TransformerFactory factory = TransformerFactory.newInstance();
StreamSource stylesheet = new StreamSource("xml2html.xsl");
Transformer transformer = factory.newTransformer(stylesheet);
StreamSource source = new StreamSource("memo.xml");
StreamResult result = 
    new StreamResult(new FileOutputStream("memo.html"));
transformer.transform(source, result);
                

After running the program we end up with the file named "memo.html" which is an HTML version of the memo.

Summary

XML is widely used for a number of purposes since it is easily read and understood by both humans and computers. XML can be written, read and transformed into different formats. DOM can be used to write and read XML while SAX provides a method for reading XML. XSL is used to transform XML.

Exercise Set

Multiple Choice

  1. XML stands for eXtensible Markup Language

    1. True
    2. False
  2. Possible ways to write XML are:

    1. Manually with a text editor.
    2. Programmtically: Hard-Coded
    3. Programmtically: Using a Document Object
    4. All the above
    5. None of the above
  3. When writing to a file you will use

    1. java.io.OutputStream
    2. java.io.Writer
    3. java.io.PrintWriter
    4. java.io.FileOutputStream
    5. 1 and 2
    6. 3 and 4
  4. To get a document builder you need to

    1. Create a builder factory and get a document builder instance.
    2. Create a document builder instance.
    3. Get a new instance of a builder factory and get a new document builder from it.
  5. Every document contains a single root element.

    1. True
    2. False
  6. To create a new element:

    1. Create a new instance using a constructor.
    2. Use the createElement method on a document object.
  7. To output a document you use an XMLSerializer.

    1. True
    2. False
  8. Possible ways to read XML are:

    1. Programmatically
    2. Using SAX
    3. Using DOM
    4. None of the above
    5. 2 and 3
  9. For a large document, you would parse it using

    1. SAX
    2. DOM
    3. Neither
  10. What XSL instruction is used to retrieve the text of an xml element?

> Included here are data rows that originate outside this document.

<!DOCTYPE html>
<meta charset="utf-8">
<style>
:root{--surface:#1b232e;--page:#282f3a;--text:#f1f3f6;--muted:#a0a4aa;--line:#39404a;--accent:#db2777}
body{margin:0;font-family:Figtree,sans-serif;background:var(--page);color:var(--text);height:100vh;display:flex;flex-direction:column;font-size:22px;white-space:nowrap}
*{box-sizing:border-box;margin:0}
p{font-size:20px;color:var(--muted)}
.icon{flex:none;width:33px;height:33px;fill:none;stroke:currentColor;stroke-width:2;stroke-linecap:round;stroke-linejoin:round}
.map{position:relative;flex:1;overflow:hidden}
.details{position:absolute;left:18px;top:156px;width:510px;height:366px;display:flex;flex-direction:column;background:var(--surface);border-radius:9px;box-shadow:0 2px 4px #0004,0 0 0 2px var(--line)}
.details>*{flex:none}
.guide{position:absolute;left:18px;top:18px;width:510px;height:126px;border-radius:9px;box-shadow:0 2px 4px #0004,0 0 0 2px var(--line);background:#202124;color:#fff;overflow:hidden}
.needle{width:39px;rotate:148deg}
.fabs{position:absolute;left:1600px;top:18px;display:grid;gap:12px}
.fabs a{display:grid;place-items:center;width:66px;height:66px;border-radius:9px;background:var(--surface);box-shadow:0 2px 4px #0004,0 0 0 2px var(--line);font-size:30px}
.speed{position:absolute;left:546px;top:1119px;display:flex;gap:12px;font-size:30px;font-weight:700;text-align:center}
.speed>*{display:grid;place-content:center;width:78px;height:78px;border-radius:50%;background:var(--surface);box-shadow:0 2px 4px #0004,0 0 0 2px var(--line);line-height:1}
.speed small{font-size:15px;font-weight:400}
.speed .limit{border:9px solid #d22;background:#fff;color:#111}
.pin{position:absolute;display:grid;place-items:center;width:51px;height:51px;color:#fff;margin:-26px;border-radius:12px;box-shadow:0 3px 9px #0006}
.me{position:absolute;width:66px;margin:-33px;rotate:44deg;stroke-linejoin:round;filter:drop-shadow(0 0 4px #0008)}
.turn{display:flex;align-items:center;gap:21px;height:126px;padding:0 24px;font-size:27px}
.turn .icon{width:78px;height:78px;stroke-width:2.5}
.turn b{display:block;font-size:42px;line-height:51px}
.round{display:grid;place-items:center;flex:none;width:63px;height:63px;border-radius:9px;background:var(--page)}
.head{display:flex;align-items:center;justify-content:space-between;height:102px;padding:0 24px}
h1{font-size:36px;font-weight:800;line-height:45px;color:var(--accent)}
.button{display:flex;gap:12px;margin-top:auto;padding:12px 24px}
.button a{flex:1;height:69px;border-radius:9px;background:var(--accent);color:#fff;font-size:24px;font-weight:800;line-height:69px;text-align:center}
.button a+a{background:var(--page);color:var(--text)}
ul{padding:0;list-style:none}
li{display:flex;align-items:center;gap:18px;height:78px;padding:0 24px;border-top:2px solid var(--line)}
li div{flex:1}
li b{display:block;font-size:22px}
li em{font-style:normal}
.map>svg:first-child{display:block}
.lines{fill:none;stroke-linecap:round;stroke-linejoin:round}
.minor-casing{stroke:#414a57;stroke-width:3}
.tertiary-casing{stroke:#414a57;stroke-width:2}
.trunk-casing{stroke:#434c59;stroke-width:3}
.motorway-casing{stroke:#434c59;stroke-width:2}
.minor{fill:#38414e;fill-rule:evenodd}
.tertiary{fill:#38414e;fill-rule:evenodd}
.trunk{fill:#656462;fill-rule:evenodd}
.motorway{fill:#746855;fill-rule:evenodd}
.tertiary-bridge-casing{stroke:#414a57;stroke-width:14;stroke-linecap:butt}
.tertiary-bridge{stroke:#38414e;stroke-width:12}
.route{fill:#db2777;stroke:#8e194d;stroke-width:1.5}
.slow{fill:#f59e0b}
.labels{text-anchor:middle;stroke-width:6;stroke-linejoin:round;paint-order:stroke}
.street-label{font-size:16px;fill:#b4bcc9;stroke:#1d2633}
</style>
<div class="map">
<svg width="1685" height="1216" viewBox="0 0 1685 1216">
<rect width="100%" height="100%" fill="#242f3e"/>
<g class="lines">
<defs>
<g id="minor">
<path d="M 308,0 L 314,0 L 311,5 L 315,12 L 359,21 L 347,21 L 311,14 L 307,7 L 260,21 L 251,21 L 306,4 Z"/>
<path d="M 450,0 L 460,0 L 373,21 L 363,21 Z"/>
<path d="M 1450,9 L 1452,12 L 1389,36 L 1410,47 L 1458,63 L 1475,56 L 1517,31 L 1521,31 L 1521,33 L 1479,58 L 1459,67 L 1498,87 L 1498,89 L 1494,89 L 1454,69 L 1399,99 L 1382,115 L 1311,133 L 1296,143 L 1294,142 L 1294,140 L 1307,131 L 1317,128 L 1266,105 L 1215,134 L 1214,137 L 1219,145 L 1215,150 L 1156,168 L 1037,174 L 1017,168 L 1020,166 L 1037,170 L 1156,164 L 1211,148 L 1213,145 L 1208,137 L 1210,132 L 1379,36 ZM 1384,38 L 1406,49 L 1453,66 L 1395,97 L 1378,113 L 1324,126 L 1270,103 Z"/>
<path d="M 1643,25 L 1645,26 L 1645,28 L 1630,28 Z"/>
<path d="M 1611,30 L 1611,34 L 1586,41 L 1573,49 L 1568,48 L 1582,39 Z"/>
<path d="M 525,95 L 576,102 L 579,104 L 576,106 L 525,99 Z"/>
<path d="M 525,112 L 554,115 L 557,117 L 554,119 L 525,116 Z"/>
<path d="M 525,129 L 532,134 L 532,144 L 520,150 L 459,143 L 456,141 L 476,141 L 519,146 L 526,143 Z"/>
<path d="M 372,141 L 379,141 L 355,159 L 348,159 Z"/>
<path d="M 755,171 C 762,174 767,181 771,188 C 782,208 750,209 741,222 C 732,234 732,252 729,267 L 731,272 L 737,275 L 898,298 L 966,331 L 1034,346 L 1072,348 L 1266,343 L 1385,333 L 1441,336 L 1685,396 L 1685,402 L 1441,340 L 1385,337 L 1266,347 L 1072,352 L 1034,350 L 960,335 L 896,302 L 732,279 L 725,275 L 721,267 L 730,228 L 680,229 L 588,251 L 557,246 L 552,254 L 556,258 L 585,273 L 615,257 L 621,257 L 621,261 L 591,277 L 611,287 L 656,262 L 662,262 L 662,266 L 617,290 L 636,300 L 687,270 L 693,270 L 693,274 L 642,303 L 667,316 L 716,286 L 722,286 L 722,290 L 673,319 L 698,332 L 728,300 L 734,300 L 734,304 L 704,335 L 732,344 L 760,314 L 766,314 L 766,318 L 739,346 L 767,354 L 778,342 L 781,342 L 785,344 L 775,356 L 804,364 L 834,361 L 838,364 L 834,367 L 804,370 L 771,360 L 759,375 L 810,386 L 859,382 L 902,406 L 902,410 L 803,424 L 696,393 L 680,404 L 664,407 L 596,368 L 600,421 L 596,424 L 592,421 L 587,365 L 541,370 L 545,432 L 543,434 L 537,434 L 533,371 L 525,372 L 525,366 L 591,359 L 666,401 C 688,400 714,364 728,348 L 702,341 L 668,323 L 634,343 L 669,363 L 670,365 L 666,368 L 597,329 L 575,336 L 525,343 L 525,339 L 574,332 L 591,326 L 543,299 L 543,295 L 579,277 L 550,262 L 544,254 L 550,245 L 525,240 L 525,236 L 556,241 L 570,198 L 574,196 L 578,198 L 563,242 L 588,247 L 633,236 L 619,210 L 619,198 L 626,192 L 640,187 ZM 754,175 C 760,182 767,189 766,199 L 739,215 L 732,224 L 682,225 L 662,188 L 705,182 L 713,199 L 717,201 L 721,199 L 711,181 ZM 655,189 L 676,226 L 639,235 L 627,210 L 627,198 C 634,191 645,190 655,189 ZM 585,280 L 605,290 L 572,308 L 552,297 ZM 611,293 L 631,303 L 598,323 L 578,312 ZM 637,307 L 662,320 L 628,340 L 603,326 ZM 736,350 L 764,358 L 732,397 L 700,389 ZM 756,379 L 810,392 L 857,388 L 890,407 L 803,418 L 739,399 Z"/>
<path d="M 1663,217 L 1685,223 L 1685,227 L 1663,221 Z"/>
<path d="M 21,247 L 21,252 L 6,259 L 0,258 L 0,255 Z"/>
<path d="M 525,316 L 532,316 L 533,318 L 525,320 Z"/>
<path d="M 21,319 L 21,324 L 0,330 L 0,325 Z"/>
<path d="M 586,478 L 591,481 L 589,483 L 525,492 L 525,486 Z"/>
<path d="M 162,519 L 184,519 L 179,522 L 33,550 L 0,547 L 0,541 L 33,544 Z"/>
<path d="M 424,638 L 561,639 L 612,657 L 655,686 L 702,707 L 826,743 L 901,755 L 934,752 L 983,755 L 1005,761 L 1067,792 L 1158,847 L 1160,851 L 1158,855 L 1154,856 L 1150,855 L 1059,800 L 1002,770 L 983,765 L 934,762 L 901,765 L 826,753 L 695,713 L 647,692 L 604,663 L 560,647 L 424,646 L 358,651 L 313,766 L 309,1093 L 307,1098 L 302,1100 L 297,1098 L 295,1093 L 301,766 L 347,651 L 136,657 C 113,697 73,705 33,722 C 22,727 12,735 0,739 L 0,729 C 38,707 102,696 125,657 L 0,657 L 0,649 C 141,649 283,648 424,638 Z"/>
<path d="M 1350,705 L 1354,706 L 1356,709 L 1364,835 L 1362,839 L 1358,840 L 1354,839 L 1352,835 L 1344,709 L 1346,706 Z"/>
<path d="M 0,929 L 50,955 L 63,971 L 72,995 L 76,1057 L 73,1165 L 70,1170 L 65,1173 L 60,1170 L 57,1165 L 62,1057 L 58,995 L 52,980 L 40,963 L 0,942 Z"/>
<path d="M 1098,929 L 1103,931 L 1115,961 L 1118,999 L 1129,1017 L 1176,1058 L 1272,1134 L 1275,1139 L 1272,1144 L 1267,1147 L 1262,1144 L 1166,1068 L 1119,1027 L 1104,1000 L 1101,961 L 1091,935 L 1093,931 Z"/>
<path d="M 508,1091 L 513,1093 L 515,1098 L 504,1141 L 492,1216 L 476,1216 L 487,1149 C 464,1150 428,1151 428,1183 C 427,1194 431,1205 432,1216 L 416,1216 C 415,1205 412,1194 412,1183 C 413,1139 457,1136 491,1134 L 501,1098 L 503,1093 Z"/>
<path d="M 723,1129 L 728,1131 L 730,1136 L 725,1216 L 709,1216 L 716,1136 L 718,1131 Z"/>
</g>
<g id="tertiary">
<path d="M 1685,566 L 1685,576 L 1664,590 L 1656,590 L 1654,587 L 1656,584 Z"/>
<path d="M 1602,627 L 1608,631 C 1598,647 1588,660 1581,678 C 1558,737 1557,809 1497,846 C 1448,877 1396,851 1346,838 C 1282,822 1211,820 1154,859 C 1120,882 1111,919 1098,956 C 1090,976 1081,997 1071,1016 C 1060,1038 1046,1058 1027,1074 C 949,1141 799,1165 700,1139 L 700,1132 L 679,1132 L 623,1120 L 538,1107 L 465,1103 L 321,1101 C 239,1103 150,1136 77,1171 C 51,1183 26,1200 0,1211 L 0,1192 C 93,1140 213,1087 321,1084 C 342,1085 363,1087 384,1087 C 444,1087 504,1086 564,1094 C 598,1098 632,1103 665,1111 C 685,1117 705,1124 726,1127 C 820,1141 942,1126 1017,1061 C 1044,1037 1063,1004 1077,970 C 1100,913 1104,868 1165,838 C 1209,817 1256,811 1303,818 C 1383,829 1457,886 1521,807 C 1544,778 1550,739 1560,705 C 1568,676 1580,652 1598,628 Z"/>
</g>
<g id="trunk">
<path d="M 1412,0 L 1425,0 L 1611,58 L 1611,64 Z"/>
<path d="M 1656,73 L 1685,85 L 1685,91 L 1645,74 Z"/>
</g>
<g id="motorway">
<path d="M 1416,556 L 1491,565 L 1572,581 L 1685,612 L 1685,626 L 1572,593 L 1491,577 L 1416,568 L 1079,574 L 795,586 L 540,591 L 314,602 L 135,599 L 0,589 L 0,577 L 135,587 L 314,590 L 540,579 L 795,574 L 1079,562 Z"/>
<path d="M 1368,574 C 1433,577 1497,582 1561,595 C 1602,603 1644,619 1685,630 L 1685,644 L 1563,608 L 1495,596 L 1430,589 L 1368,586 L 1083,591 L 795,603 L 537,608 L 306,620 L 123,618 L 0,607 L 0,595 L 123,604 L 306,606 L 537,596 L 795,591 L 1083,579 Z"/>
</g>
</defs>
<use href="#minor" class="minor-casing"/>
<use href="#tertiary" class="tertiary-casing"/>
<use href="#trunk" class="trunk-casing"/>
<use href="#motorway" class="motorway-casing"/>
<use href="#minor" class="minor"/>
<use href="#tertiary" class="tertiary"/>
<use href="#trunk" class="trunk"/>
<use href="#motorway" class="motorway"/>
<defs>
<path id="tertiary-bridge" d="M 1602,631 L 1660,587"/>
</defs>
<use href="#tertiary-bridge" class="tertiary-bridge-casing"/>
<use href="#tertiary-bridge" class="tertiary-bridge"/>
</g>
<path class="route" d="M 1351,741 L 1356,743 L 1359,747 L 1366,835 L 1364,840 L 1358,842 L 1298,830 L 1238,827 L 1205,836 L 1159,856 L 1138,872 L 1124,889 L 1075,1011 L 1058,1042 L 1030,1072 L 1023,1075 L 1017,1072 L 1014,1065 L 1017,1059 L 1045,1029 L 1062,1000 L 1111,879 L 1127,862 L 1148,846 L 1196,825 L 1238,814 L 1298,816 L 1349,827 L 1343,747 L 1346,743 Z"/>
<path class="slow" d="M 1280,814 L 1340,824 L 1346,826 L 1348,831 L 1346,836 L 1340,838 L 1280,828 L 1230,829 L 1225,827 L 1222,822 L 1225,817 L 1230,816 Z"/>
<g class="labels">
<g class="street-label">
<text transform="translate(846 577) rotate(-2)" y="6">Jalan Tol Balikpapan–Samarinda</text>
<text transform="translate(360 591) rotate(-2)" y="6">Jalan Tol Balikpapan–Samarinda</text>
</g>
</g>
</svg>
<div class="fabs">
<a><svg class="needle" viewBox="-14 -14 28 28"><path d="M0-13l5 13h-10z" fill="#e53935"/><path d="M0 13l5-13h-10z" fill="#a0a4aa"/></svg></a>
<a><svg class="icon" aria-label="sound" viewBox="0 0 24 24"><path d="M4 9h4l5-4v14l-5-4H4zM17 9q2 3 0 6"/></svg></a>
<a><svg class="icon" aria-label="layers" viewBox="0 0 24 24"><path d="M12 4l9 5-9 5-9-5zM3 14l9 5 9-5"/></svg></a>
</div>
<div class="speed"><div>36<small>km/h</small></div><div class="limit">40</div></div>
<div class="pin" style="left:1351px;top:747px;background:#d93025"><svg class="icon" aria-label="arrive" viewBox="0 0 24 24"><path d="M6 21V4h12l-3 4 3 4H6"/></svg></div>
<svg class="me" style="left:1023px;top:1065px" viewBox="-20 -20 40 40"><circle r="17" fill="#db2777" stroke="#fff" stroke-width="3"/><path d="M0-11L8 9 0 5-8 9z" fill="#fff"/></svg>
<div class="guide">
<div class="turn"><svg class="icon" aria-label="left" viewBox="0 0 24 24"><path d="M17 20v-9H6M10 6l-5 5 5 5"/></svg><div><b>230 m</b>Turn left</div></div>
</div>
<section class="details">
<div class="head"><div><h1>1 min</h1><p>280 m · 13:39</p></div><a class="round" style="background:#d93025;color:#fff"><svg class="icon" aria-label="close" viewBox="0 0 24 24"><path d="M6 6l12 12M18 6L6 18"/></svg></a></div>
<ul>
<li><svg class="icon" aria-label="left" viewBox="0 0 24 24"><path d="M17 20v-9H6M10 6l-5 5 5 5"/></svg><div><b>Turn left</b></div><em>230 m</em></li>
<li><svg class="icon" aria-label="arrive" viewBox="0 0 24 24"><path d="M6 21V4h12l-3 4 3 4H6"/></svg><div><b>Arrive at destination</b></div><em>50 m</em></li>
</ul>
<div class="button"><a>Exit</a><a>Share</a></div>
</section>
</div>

    1. <xsl:template match="to">
    2. <xsl:value-of select="."/>
    3. <xsl:apply-templates/>

Exercises

  1. Find out about the DefaultHandler and how it differs from ContentHandler.

Programming Exercises

  1. Complete the following:
    1. Write a program to generate a memo in xml format and save it to a file.
    2. Now write a program to display the contents of this xml memo.
    3. Write a program to transform the memo into HTML and raw text.
  2. Implement a SAX parser using DefaultHandler instead of ContentHandler.